Stored data entries:
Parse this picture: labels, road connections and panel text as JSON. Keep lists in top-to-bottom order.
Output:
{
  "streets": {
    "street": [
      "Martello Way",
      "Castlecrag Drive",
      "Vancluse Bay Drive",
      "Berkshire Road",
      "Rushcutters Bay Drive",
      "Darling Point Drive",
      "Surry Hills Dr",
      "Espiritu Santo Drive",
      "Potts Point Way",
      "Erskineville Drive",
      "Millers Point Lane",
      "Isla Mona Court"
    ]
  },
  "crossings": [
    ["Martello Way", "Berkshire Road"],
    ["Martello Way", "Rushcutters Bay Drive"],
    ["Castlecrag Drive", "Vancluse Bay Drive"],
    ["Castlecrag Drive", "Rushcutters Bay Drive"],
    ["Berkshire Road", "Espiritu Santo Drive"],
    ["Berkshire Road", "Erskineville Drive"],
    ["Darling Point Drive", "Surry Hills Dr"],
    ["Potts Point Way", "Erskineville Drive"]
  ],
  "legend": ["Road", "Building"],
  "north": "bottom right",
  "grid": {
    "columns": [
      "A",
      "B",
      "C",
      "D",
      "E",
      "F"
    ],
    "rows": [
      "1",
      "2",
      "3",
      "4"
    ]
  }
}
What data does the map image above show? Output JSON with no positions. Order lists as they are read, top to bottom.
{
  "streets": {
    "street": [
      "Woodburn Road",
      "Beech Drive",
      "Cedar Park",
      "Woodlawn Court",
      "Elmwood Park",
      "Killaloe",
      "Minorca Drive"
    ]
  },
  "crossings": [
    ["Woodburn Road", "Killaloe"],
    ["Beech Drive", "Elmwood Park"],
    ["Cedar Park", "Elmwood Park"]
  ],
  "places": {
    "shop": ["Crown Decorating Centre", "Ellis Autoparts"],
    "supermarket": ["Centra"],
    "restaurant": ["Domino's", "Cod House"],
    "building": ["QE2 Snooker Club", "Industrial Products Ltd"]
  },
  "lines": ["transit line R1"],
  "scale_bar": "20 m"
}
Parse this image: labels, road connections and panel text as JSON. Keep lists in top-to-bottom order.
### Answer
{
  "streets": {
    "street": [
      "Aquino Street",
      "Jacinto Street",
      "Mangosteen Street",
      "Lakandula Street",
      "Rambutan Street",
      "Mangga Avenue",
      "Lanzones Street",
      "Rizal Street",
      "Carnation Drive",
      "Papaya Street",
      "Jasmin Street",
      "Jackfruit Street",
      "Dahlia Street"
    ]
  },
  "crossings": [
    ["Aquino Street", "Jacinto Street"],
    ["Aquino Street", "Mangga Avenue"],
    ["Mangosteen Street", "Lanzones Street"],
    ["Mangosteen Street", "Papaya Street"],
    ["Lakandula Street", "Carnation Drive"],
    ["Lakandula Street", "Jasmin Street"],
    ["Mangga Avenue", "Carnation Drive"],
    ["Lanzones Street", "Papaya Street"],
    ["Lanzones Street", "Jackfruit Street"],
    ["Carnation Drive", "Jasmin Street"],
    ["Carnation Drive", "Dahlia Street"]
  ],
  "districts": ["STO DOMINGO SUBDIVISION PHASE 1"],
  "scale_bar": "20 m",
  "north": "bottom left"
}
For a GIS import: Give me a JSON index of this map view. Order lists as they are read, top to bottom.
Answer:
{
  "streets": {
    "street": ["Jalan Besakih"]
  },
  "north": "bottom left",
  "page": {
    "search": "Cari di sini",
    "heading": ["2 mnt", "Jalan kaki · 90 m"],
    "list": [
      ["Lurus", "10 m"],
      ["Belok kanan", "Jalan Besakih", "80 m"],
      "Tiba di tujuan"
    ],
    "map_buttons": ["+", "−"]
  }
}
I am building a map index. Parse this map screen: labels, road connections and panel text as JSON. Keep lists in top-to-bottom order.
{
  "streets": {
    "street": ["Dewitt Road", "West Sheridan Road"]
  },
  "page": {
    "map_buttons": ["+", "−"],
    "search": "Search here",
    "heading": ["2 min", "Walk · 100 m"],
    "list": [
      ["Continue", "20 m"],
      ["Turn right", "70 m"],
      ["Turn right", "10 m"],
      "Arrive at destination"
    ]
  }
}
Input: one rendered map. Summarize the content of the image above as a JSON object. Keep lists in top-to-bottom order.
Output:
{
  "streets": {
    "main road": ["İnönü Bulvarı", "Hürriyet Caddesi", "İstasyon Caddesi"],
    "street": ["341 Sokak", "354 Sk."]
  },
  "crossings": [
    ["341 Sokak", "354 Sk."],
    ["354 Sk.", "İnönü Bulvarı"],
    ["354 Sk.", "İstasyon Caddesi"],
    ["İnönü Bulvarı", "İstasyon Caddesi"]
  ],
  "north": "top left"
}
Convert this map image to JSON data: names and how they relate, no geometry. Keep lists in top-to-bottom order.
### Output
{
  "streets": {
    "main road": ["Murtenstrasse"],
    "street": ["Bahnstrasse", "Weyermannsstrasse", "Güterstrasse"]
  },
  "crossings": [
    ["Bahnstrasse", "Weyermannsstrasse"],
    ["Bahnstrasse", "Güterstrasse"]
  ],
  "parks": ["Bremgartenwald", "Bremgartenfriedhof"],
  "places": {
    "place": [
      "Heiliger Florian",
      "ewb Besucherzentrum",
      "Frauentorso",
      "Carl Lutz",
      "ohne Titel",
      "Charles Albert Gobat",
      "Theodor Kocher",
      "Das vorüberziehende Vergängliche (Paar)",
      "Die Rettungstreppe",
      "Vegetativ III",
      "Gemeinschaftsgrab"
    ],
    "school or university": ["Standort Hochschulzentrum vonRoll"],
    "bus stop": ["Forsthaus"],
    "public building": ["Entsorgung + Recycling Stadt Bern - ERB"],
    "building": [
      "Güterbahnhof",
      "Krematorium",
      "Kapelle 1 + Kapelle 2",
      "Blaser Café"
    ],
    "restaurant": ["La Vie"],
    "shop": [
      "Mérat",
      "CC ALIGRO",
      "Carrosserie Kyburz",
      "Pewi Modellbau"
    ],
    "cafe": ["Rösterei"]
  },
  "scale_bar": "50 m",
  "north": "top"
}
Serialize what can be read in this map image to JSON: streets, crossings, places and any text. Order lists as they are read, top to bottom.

What is being asked – Restate each line above word for word.

Answer box –
Parse this picture: labels, road connections and panel text as JSON. Keep lists in top-to-bottom order.
Output:
{
  "streets": {
    "street": [
      "Martello Way",
      "Castlecrag Drive",
      "Vancluse Bay Drive",
      "Berkshire Road",
      "Rushcutters Bay Drive",
      "Darling Point Drive",
      "Surry Hills Dr",
      "Espiritu Santo Drive",
      "Potts Point Way",
      "Erskineville Drive",
      "Millers Point Lane",
      "Isla Mona Court"
    ]
  },
  "crossings": [
    ["Martello Way", "Berkshire Road"],
    ["Martello Way", "Rushcutters Bay Drive"],
    ["Castlecrag Drive", "Vancluse Bay Drive"],
    ["Castlecrag Drive", "Rushcutters Bay Drive"],
    ["Berkshire Road", "Espiritu Santo Drive"],
    ["Berkshire Road", "Erskineville Drive"],
    ["Darling Point Drive", "Surry Hills Dr"],
    ["Potts Point Way", "Erskineville Drive"]
  ],
  "legend": ["Road", "Building"],
  "north": "bottom right",
  "grid": {
    "columns": [
      "A",
      "B",
      "C",
      "D",
      "E",
      "F"
    ],
    "rows": [
      "1",
      "2",
      "3",
      "4"
    ]
  }
}
What data does the map image above show? Output JSON with no positions. Order lists as they are read, top to bottom.
{
  "streets": {
    "street": [
      "Woodburn Road",
      "Beech Drive",
      "Cedar Park",
      "Woodlawn Court",
      "Elmwood Park",
      "Killaloe",
      "Minorca Drive"
    ]
  },
  "crossings": [
    ["Woodburn Road", "Killaloe"],
    ["Beech Drive", "Elmwood Park"],
    ["Cedar Park", "Elmwood Park"]
  ],
  "places": {
    "shop": ["Crown Decorating Centre", "Ellis Autoparts"],
    "supermarket": ["Centra"],
    "restaurant": ["Domino's", "Cod House"],
    "building": ["QE2 Snooker Club", "Industrial Products Ltd"]
  },
  "lines": ["transit line R1"],
  "scale_bar": "20 m"
}
Parse this image: labels, road connections and panel text as JSON. Keep lists in top-to-bottom order.
### Answer
{
  "streets": {
    "street": [
      "Aquino Street",
      "Jacinto Street",
      "Mangosteen Street",
      "Lakandula Street",
      "Rambutan Street",
      "Mangga Avenue",
      "Lanzones Street",
      "Rizal Street",
      "Carnation Drive",
      "Papaya Street",
      "Jasmin Street",
      "Jackfruit Street",
      "Dahlia Street"
    ]
  },
  "crossings": [
    ["Aquino Street", "Jacinto Street"],
    ["Aquino Street", "Mangga Avenue"],
    ["Mangosteen Street", "Lanzones Street"],
    ["Mangosteen Street", "Papaya Street"],
    ["Lakandula Street", "Carnation Drive"],
    ["Lakandula Street", "Jasmin Street"],
    ["Mangga Avenue", "Carnation Drive"],
    ["Lanzones Street", "Papaya Street"],
    ["Lanzones Street", "Jackfruit Street"],
    ["Carnation Drive", "Jasmin Street"],
    ["Carnation Drive", "Dahlia Street"]
  ],
  "districts": ["STO DOMINGO SUBDIVISION PHASE 1"],
  "scale_bar": "20 m",
  "north": "bottom left"
}
For a GIS import: Give me a JSON index of this map view. Order lists as they are read, top to bottom.
Answer:
{
  "streets": {
    "street": ["Jalan Besakih"]
  },
  "north": "bottom left",
  "page": {
    "search": "Cari di sini",
    "heading": ["2 mnt", "Jalan kaki · 90 m"],
    "list": [
      ["Lurus", "10 m"],
      ["Belok kanan", "Jalan Besakih", "80 m"],
      "Tiba di tujuan"
    ],
    "map_buttons": ["+", "−"]
  }
}
I am building a map index. Parse this map screen: labels, road connections and panel text as JSON. Keep lists in top-to-bottom order.
{
  "streets": {
    "street": ["Dewitt Road", "West Sheridan Road"]
  },
  "page": {
    "map_buttons": ["+", "−"],
    "search": "Search here",
    "heading": ["2 min", "Walk · 100 m"],
    "list": [
      ["Continue", "20 m"],
      ["Turn right", "70 m"],
      ["Turn right", "10 m"],
      "Arrive at destination"
    ]
  }
}
Input: one rendered map. Summarize the content of the image above as a JSON object. Keep lists in top-to-bottom order.
Output:
{
  "streets": {
    "main road": ["İnönü Bulvarı", "Hürriyet Caddesi", "İstasyon Caddesi"],
    "street": ["341 Sokak", "354 Sk."]
  },
  "crossings": [
    ["341 Sokak", "354 Sk."],
    ["354 Sk.", "İnönü Bulvarı"],
    ["354 Sk.", "İstasyon Caddesi"],
    ["İnönü Bulvarı", "İstasyon Caddesi"]
  ],
  "north": "top left"
}
Convert this map image to JSON data: names and how they relate, no geometry. Keep lists in top-to-bottom order.
### Output
{
  "streets": {
    "main road": ["Murtenstrasse"],
    "street": ["Bahnstrasse", "Weyermannsstrasse", "Güterstrasse"]
  },
  "crossings": [
    ["Bahnstrasse", "Weyermannsstrasse"],
    ["Bahnstrasse", "Güterstrasse"]
  ],
  "parks": ["Bremgartenwald", "Bremgartenfriedhof"],
  "places": {
    "place": [
      "Heiliger Florian",
      "ewb Besucherzentrum",
      "Frauentorso",
      "Carl Lutz",
      "ohne Titel",
      "Charles Albert Gobat",
      "Theodor Kocher",
      "Das vorüberziehende Vergängliche (Paar)",
      "Die Rettungstreppe",
      "Vegetativ III",
      "Gemeinschaftsgrab"
    ],
    "school or university": ["Standort Hochschulzentrum vonRoll"],
    "bus stop": ["Forsthaus"],
    "public building": ["Entsorgung + Recycling Stadt Bern - ERB"],
    "building": [
      "Güterbahnhof",
      "Krematorium",
      "Kapelle 1 + Kapelle 2",
      "Blaser Café"
    ],
    "restaurant": ["La Vie"],
    "shop": [
      "Mérat",
      "CC ALIGRO",
      "Carrosserie Kyburz",
      "Pewi Modellbau"
    ],
    "cafe": ["Rösterei"]
  },
  "scale_bar": "50 m",
  "north": "top"
}
Serialize what can be read in this map image to JSON: streets, crossings, places and any text. Order lists as they are read, top to bottom.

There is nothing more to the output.